"Werden Sie ein Teil des interkulturellen Austausches", appellierte Mohamed Hédi Addala am Gabelmann an seine Zuhörer. Durch diesen interkulturellen Austausch soll dem Rassismus "eine klare Absage" erteilt werden, wie Addala, 1. Vorsitzender des Migranten- und Integrationsbeirates (MIB) der Stadt Bamberg, es formulierte. Gemeinsam mit Oberbürgermeister Andreas Starke (SPD) eröffnete er am Samstag die "19. Interkulturellen Wochen des Migranten- und Integrationsbeirates der Stadt Bamberg".


Starke: Alle sollen sich in Bamberg wohlfühlen

In diesem Jahr stehen die Interkulturellen Wochen unter dem bundesweiten Motto "Rassismus beginnt im Kopf. Offenheit auch." - Und genau das erläutert auch gleich die Ziele der Interkulturellen Wochen, wie Addala in seiner Eröffnungsrede feststellte.

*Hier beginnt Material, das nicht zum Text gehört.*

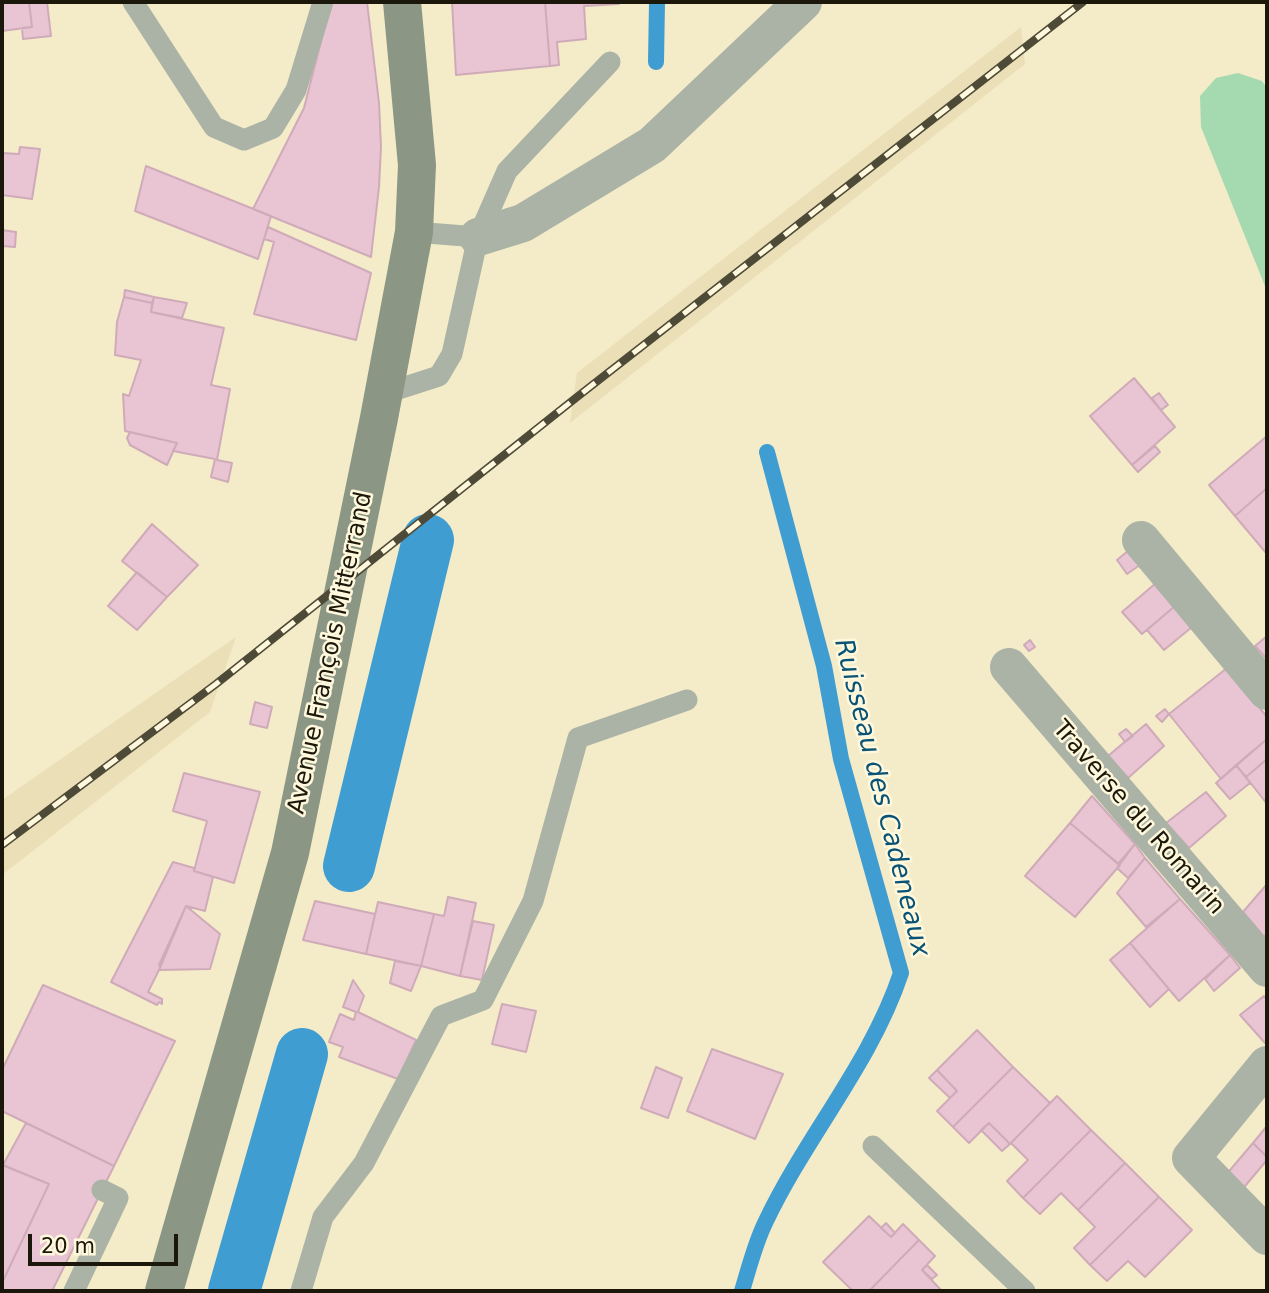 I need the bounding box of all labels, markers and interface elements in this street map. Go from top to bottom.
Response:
street label: Avenue François Mitterrand [283,489,379,817]
water label: Ruisseau des Cadeneaux [826,636,936,960]
street label: Traverse du Romarin [1046,715,1230,921]
scale bar [32,1220,182,1264]
text: 20 m [41,1234,95,1258]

Für Schirmherr Andreas Starke ist diese jahrelang bestehende Tradition vor allem ein Beitrag dahin, dass sich alle in Bamberg wohlfühlen. Es soll aber auch ein Zeichen gesetzt werden - ein Zeichen dafür, dass die Diskriminierung von Menschen aufgrund ihrer Zugehörigkeit zu einer bestimmten ethnischen, kulturellen oder religiösen Gruppe oder aufgrund bestimmter Merkmale abgelehnt wird.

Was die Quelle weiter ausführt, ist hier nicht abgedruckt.